Information -
+++++

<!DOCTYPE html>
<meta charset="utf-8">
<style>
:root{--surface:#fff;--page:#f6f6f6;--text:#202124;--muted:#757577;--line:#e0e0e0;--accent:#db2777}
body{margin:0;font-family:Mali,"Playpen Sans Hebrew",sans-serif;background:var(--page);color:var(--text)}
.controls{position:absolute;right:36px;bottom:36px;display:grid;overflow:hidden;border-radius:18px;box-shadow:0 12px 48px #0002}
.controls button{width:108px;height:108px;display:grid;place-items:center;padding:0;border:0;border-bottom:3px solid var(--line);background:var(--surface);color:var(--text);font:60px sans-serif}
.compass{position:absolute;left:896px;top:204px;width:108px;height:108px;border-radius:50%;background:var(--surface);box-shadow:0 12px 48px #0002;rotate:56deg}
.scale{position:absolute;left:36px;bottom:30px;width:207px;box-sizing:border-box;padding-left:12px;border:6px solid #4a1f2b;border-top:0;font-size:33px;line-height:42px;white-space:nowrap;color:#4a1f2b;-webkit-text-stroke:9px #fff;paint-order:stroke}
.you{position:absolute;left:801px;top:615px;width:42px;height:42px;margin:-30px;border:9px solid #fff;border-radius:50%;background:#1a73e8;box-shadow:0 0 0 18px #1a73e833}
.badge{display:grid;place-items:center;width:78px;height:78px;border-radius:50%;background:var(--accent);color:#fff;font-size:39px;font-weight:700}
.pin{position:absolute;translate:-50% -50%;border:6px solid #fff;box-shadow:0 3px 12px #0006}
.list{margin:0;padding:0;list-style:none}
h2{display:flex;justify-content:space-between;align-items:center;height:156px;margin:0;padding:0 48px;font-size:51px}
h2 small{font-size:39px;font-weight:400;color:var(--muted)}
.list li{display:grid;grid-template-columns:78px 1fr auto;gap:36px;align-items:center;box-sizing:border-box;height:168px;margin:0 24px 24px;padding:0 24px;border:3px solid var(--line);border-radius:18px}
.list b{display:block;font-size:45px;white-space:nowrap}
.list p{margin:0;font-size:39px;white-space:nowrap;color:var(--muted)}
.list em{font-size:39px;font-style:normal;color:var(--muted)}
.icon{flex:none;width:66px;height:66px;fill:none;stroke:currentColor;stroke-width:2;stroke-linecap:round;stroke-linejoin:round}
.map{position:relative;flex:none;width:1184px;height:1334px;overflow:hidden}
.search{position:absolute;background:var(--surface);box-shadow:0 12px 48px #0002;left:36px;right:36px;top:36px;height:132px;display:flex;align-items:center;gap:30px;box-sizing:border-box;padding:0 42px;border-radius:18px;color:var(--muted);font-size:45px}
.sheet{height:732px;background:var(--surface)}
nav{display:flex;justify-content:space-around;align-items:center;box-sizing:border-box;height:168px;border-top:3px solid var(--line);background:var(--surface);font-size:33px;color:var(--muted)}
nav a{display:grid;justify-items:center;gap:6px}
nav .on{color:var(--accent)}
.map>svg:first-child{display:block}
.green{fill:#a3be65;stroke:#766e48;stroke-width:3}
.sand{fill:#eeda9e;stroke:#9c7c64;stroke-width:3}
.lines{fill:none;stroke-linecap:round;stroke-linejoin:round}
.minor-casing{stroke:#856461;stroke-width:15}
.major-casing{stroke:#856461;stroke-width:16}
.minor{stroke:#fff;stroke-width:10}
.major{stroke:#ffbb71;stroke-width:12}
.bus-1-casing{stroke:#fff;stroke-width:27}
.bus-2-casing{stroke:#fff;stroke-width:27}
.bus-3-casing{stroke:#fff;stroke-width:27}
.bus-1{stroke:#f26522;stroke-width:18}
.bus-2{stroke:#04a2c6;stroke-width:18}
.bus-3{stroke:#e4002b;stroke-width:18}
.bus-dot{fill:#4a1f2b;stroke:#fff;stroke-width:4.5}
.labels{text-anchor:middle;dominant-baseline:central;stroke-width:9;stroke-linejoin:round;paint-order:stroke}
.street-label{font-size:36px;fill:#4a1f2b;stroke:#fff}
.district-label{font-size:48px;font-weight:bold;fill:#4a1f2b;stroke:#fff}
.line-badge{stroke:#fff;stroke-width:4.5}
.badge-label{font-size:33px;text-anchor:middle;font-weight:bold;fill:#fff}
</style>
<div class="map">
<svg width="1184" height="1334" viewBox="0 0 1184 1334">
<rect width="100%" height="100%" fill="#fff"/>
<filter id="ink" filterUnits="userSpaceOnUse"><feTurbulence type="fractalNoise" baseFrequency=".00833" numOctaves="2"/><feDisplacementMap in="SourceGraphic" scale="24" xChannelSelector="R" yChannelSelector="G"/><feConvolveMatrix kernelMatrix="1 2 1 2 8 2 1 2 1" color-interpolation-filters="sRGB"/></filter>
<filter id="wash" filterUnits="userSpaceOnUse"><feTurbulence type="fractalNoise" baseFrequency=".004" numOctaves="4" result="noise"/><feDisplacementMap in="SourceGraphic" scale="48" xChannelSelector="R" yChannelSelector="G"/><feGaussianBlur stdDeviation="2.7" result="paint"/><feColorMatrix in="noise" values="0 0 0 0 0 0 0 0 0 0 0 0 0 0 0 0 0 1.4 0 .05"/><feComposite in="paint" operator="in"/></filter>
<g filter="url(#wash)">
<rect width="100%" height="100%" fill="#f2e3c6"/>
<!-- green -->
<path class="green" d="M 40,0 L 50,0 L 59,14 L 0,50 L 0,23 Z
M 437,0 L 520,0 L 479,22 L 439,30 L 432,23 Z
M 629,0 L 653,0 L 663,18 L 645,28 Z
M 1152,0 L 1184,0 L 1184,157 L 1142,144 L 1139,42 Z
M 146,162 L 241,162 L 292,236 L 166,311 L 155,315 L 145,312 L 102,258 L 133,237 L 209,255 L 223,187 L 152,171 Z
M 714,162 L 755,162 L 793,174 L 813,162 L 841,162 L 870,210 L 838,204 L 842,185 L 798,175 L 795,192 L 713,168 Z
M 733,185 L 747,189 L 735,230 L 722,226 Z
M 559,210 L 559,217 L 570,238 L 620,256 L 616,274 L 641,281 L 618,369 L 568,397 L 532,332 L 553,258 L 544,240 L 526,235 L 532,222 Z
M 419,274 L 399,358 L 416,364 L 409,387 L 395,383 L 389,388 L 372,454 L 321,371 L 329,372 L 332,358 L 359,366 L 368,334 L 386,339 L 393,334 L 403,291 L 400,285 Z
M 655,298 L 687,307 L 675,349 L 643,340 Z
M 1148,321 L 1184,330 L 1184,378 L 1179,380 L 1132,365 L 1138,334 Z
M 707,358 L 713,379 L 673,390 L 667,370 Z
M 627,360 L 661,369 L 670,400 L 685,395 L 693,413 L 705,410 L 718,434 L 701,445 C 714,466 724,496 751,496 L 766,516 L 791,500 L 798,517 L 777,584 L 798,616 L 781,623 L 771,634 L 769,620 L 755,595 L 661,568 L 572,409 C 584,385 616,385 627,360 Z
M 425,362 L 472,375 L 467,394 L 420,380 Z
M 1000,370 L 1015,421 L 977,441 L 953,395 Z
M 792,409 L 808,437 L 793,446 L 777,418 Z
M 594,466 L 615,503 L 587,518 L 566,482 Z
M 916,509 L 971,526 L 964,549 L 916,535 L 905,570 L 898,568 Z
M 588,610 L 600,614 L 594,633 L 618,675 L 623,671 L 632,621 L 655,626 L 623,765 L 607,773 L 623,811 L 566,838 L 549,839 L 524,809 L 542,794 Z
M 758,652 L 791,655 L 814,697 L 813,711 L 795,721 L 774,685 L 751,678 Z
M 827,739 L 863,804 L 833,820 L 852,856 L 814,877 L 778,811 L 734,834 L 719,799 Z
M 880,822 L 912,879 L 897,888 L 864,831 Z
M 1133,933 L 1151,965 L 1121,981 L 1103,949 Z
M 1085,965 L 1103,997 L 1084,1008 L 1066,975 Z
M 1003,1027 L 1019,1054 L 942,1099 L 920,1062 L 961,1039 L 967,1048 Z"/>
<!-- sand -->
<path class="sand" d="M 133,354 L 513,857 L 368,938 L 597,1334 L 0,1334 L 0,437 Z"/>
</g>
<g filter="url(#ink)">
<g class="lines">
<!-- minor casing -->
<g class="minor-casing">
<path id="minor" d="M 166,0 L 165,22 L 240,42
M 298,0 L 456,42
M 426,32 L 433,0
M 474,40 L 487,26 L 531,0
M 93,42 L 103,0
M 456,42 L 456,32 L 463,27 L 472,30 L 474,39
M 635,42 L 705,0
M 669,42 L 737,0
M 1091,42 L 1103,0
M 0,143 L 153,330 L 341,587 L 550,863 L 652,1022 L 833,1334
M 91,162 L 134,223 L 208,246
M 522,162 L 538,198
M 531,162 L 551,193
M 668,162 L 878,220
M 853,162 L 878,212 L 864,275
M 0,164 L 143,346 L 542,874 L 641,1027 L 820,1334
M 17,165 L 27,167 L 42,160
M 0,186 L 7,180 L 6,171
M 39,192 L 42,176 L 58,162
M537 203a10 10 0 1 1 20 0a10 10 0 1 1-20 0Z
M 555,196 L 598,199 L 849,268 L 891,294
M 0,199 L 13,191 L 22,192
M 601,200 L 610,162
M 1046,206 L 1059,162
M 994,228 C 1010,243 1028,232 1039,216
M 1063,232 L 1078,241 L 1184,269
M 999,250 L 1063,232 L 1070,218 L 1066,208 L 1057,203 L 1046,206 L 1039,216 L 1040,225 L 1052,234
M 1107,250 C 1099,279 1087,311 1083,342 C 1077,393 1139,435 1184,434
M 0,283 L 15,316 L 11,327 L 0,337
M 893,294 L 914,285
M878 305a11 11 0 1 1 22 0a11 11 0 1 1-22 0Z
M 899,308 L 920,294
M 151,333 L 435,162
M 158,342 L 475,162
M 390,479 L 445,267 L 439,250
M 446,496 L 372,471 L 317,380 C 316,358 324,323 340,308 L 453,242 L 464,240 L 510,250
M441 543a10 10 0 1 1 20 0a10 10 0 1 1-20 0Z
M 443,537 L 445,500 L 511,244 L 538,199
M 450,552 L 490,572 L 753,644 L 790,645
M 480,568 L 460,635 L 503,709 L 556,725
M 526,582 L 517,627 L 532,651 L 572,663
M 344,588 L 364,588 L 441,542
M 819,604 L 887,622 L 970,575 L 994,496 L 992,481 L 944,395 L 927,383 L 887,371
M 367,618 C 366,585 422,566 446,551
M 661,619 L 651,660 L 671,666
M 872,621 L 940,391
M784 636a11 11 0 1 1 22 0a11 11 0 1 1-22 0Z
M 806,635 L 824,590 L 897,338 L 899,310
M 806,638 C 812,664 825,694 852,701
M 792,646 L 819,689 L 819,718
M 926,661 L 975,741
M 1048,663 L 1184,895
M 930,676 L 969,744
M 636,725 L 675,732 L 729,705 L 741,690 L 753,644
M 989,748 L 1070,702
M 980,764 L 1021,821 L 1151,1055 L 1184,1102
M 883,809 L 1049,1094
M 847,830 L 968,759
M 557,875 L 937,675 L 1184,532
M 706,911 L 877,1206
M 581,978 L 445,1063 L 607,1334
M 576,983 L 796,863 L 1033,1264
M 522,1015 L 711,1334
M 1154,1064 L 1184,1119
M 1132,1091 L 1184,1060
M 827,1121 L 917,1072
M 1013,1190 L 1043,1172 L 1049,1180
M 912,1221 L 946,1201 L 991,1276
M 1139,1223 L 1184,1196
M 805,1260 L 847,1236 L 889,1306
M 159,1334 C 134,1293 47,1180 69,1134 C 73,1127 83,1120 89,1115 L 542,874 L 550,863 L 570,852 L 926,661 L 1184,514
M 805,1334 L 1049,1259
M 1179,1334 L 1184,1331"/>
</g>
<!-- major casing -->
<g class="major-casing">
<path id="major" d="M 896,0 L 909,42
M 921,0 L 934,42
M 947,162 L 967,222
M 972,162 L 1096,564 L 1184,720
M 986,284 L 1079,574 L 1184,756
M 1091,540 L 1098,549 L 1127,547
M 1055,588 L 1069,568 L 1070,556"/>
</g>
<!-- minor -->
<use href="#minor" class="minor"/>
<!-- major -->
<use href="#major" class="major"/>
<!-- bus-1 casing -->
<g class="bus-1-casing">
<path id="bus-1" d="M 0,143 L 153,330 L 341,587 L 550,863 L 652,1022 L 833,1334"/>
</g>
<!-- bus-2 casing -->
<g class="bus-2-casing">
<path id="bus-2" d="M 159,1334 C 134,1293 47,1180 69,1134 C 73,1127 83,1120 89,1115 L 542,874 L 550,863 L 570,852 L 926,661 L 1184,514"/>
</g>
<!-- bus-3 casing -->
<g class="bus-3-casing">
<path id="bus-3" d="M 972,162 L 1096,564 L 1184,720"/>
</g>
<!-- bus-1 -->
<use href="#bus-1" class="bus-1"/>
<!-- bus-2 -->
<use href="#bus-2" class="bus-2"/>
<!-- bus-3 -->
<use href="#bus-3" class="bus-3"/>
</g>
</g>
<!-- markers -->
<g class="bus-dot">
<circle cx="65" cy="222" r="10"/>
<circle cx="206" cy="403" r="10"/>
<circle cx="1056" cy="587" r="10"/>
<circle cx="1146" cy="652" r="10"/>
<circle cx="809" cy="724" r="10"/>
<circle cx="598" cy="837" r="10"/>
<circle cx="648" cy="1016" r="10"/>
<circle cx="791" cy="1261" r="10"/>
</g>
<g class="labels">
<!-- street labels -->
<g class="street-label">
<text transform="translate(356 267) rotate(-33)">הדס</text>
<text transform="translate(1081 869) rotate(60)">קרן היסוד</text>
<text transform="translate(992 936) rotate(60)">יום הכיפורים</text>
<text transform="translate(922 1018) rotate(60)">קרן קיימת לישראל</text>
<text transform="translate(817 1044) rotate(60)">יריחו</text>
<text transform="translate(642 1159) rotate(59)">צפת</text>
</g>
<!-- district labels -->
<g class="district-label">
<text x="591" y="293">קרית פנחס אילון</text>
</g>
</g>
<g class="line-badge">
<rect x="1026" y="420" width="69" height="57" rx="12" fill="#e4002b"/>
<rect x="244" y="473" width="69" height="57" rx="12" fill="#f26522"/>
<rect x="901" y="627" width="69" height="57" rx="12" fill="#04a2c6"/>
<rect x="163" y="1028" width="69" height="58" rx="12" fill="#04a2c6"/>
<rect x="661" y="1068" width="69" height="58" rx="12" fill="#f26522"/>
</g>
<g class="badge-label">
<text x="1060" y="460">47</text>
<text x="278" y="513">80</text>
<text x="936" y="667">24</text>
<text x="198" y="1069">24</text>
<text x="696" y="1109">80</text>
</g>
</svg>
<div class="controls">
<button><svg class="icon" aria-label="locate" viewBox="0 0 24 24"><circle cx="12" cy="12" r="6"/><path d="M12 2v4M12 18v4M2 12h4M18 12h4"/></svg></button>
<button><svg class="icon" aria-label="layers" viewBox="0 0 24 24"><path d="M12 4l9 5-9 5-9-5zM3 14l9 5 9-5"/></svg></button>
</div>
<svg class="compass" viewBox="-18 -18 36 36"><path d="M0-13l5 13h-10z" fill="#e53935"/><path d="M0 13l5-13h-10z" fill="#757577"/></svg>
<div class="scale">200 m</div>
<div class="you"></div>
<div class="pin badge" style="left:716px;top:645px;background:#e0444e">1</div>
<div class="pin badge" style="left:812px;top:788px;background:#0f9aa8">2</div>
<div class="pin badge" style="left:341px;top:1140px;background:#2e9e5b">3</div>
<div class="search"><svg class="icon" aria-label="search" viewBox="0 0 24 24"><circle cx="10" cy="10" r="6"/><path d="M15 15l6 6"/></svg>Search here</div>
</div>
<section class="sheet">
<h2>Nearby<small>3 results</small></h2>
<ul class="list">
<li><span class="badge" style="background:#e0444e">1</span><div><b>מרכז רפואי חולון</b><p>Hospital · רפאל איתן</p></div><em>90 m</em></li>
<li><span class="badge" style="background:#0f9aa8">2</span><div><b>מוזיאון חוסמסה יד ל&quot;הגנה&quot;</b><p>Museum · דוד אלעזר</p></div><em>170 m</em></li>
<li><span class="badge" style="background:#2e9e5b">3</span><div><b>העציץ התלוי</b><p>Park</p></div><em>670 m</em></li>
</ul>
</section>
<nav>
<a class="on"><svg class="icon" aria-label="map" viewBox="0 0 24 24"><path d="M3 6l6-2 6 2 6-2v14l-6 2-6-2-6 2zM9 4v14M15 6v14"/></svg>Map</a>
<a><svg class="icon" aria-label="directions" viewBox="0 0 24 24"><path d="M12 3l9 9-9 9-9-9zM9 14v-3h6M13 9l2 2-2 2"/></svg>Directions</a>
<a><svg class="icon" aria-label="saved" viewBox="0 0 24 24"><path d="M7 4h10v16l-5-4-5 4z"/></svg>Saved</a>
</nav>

+++++

Task prompt - Your task is to copy each line of the data above that holds "lines".

Result of the task -
.lines{fill:none;stroke-linecap:round;stroke-linejoin:round}
<g class="lines">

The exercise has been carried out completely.